------ Dataset ------

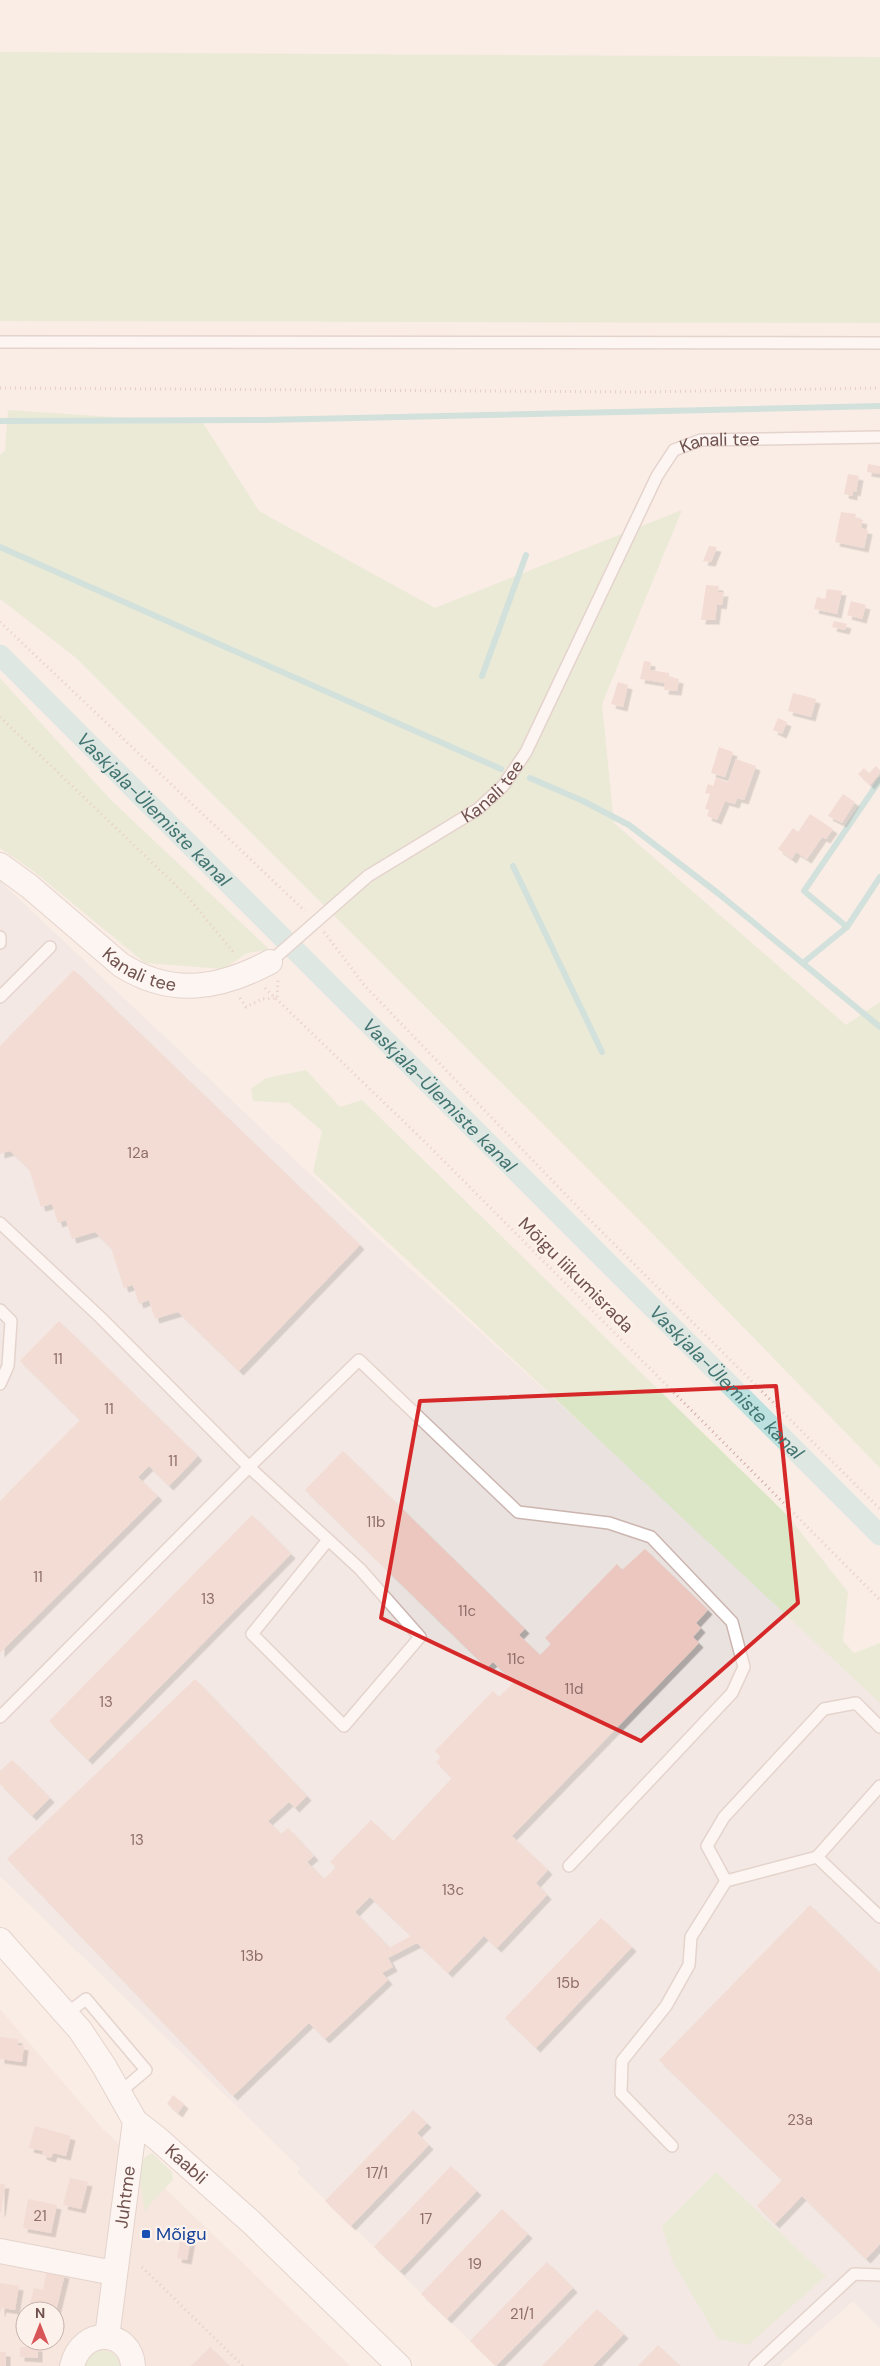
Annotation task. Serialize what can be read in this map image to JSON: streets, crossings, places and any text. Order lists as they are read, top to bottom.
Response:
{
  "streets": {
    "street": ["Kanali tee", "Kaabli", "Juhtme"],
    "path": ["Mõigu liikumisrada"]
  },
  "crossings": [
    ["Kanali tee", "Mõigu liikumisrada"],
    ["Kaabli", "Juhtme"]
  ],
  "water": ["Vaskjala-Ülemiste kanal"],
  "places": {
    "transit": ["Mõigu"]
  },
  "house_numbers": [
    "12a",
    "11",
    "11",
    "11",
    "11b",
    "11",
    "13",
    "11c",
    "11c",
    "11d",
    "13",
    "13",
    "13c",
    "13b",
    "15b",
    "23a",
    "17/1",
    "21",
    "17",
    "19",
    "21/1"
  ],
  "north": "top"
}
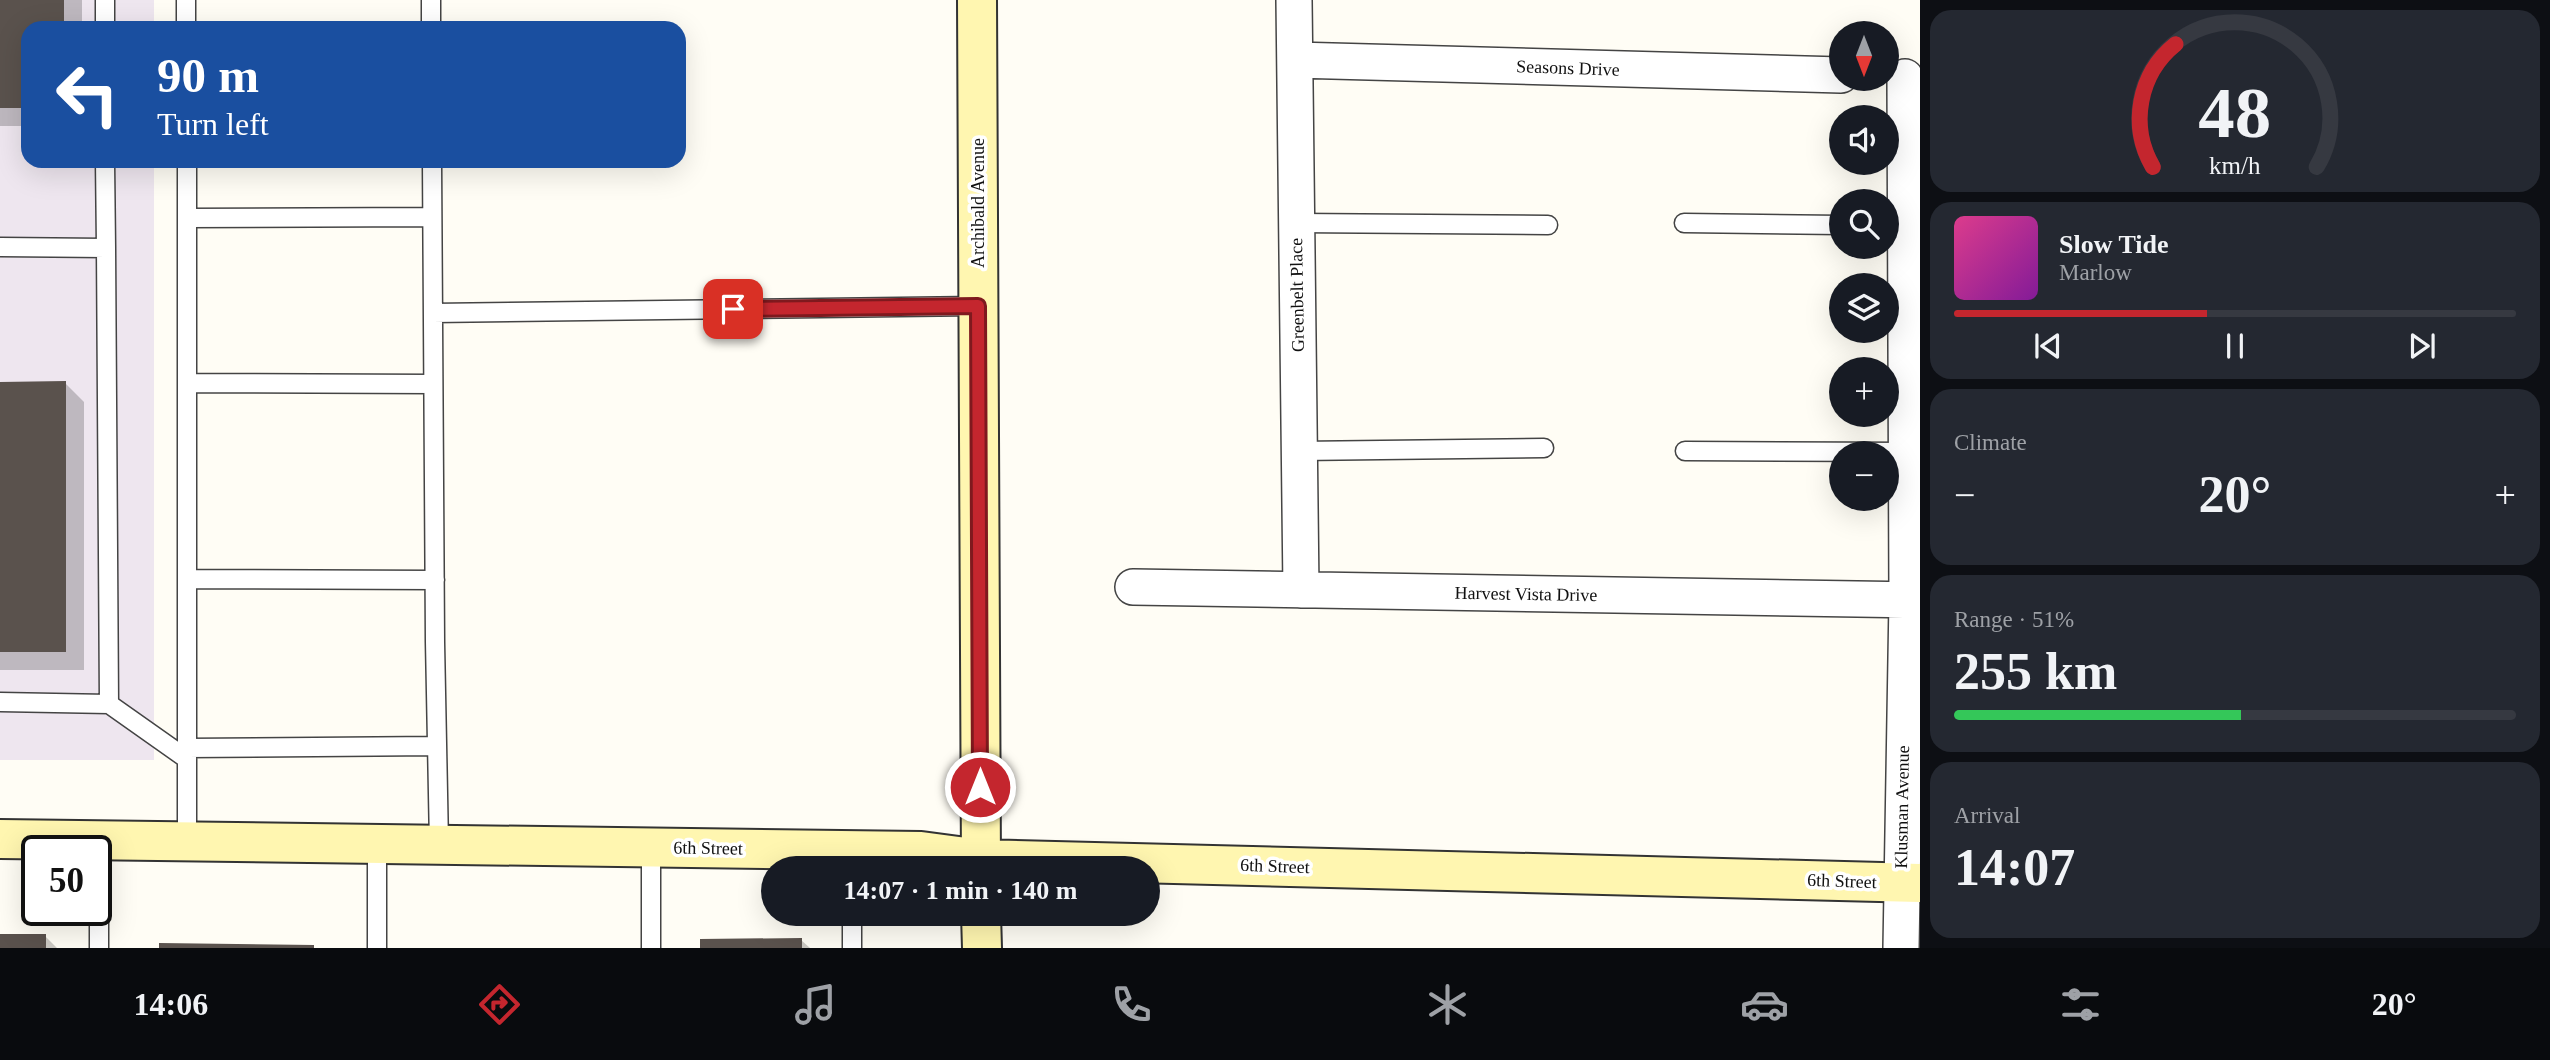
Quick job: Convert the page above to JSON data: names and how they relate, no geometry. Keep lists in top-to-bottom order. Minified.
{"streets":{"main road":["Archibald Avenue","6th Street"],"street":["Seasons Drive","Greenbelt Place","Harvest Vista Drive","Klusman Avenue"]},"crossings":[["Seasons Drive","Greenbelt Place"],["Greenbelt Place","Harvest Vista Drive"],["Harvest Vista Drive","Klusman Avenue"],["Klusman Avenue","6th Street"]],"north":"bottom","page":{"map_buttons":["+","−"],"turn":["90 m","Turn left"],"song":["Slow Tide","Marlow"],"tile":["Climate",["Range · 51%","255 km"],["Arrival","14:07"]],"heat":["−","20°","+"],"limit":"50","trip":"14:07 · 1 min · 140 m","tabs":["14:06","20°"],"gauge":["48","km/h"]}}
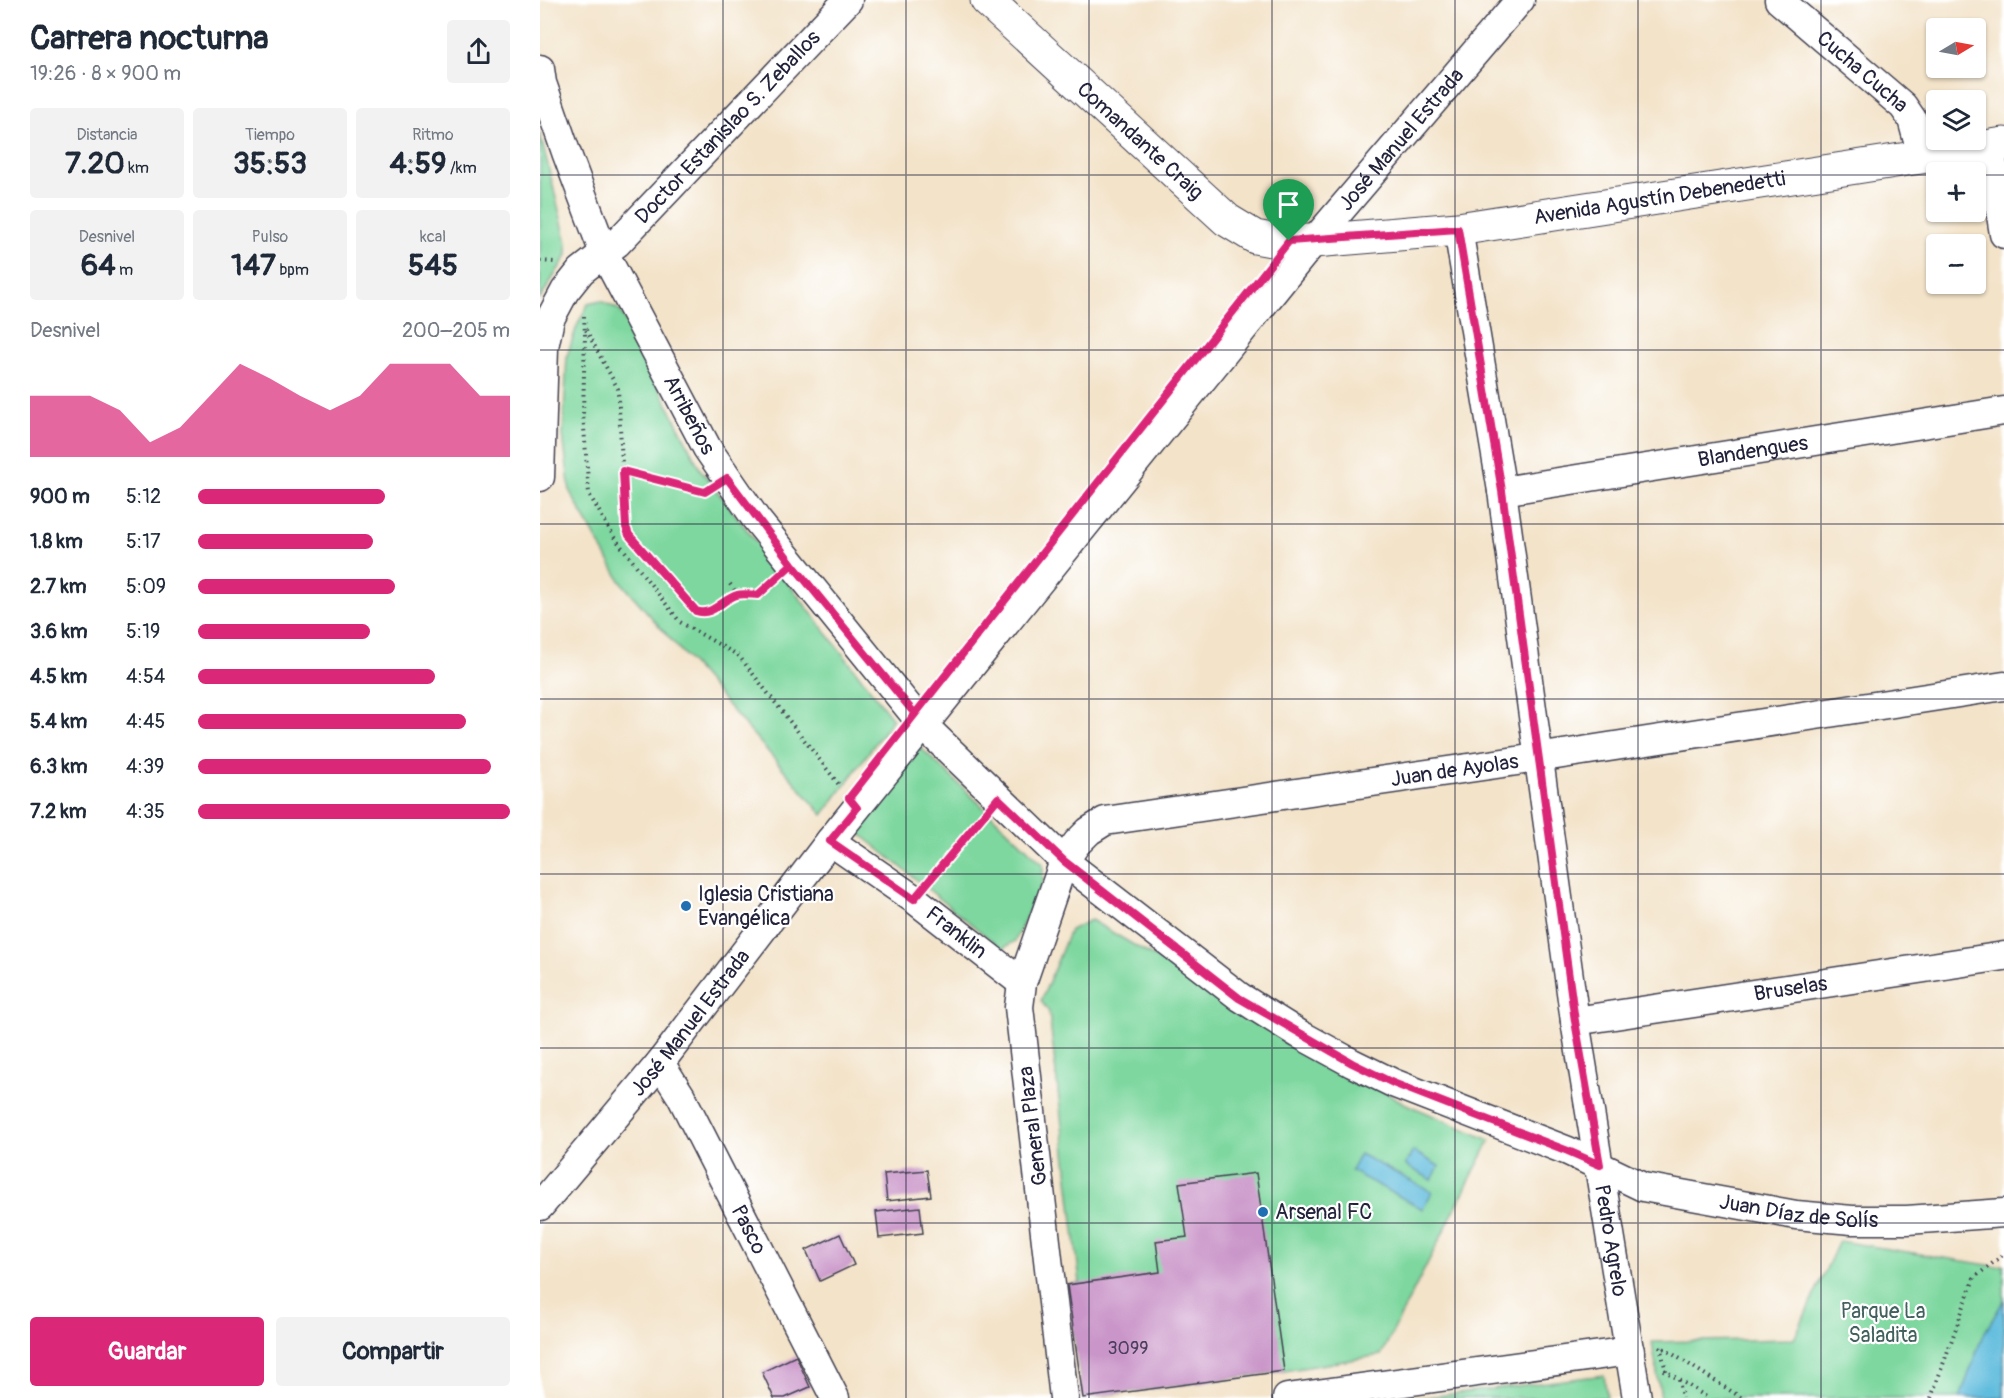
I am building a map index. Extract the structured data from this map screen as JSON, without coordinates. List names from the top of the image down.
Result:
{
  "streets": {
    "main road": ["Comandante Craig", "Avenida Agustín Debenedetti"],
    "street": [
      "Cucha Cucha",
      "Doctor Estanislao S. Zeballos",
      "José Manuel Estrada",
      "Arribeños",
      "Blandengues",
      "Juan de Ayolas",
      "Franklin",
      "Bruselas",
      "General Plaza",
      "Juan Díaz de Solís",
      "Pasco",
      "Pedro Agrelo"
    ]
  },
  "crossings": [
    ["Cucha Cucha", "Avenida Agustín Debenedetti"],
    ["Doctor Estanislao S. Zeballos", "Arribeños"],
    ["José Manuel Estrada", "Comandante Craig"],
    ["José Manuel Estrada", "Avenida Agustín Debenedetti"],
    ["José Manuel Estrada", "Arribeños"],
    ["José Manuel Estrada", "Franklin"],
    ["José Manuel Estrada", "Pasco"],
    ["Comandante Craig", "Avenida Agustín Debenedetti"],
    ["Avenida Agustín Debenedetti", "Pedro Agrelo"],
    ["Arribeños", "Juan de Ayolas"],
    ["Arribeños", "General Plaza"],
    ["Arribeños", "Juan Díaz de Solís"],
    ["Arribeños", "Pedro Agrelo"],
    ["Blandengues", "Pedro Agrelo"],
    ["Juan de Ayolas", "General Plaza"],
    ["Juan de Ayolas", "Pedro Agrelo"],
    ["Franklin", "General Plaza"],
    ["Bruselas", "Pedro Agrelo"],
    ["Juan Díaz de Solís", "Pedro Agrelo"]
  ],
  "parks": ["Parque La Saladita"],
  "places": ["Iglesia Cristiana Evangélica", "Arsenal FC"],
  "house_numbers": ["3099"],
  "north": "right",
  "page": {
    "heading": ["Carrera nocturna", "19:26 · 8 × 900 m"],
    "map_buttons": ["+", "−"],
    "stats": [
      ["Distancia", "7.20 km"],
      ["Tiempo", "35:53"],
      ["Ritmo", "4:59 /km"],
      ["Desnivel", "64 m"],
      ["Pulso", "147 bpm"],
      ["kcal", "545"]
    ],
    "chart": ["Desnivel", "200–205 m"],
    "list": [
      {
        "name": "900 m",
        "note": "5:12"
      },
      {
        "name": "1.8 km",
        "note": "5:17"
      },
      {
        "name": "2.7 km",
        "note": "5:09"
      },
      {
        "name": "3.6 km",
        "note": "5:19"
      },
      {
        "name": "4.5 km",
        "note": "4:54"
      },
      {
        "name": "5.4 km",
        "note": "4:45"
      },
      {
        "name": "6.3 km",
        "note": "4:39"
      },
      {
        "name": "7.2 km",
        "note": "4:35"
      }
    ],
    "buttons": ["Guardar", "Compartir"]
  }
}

------

Restate the material above word for word, omitting the pictures.

Response box |
Annotation task. Serialize what can be read in this map image to JSON: streets, crossings, places and any text. Order lists as they are read, top to bottom.
Response:
{
  "streets": {
    "street": ["Kanali tee", "Kaabli", "Juhtme"],
    "path": ["Mõigu liikumisrada"]
  },
  "crossings": [
    ["Kanali tee", "Mõigu liikumisrada"],
    ["Kaabli", "Juhtme"]
  ],
  "water": ["Vaskjala-Ülemiste kanal"],
  "places": {
    "transit": ["Mõigu"]
  },
  "house_numbers": [
    "12a",
    "11",
    "11",
    "11",
    "11b",
    "11",
    "13",
    "11c",
    "11c",
    "11d",
    "13",
    "13",
    "13c",
    "13b",
    "15b",
    "23a",
    "17/1",
    "21",
    "17",
    "19",
    "21/1"
  ],
  "north": "top"
}
Quick job: Convert the page above to JSON data: names and how they relate, no geometry. Keep lists in top-to-bottom order. Minified.
{"streets":{"main road":["Archibald Avenue","6th Street"],"street":["Seasons Drive","Greenbelt Place","Harvest Vista Drive","Klusman Avenue"]},"crossings":[["Seasons Drive","Greenbelt Place"],["Greenbelt Place","Harvest Vista Drive"],["Harvest Vista Drive","Klusman Avenue"],["Klusman Avenue","6th Street"]],"north":"bottom","page":{"map_buttons":["+","−"],"turn":["90 m","Turn left"],"song":["Slow Tide","Marlow"],"tile":["Climate",["Range · 51%","255 km"],["Arrival","14:07"]],"heat":["−","20°","+"],"limit":"50","trip":"14:07 · 1 min · 140 m","tabs":["14:06","20°"],"gauge":["48","km/h"]}}
I am building a map index. Extract the structured data from this map screen as JSON, without coordinates. List names from the top of the image down.
Result:
{
  "streets": {
    "main road": ["Comandante Craig", "Avenida Agustín Debenedetti"],
    "street": [
      "Cucha Cucha",
      "Doctor Estanislao S. Zeballos",
      "José Manuel Estrada",
      "Arribeños",
      "Blandengues",
      "Juan de Ayolas",
      "Franklin",
      "Bruselas",
      "General Plaza",
      "Juan Díaz de Solís",
      "Pasco",
      "Pedro Agrelo"
    ]
  },
  "crossings": [
    ["Cucha Cucha", "Avenida Agustín Debenedetti"],
    ["Doctor Estanislao S. Zeballos", "Arribeños"],
    ["José Manuel Estrada", "Comandante Craig"],
    ["José Manuel Estrada", "Avenida Agustín Debenedetti"],
    ["José Manuel Estrada", "Arribeños"],
    ["José Manuel Estrada", "Franklin"],
    ["José Manuel Estrada", "Pasco"],
    ["Comandante Craig", "Avenida Agustín Debenedetti"],
    ["Avenida Agustín Debenedetti", "Pedro Agrelo"],
    ["Arribeños", "Juan de Ayolas"],
    ["Arribeños", "General Plaza"],
    ["Arribeños", "Juan Díaz de Solís"],
    ["Arribeños", "Pedro Agrelo"],
    ["Blandengues", "Pedro Agrelo"],
    ["Juan de Ayolas", "General Plaza"],
    ["Juan de Ayolas", "Pedro Agrelo"],
    ["Franklin", "General Plaza"],
    ["Bruselas", "Pedro Agrelo"],
    ["Juan Díaz de Solís", "Pedro Agrelo"]
  ],
  "parks": ["Parque La Saladita"],
  "places": ["Iglesia Cristiana Evangélica", "Arsenal FC"],
  "house_numbers": ["3099"],
  "north": "right",
  "page": {
    "heading": ["Carrera nocturna", "19:26 · 8 × 900 m"],
    "map_buttons": ["+", "−"],
    "stats": [
      ["Distancia", "7.20 km"],
      ["Tiempo", "35:53"],
      ["Ritmo", "4:59 /km"],
      ["Desnivel", "64 m"],
      ["Pulso", "147 bpm"],
      ["kcal", "545"]
    ],
    "chart": ["Desnivel", "200–205 m"],
    "list": [
      {
        "name": "900 m",
        "note": "5:12"
      },
      {
        "name": "1.8 km",
        "note": "5:17"
      },
      {
        "name": "2.7 km",
        "note": "5:09"
      },
      {
        "name": "3.6 km",
        "note": "5:19"
      },
      {
        "name": "4.5 km",
        "note": "4:54"
      },
      {
        "name": "5.4 km",
        "note": "4:45"
      },
      {
        "name": "6.3 km",
        "note": "4:39"
      },
      {
        "name": "7.2 km",
        "note": "4:35"
      }
    ],
    "buttons": ["Guardar", "Compartir"]
  }
}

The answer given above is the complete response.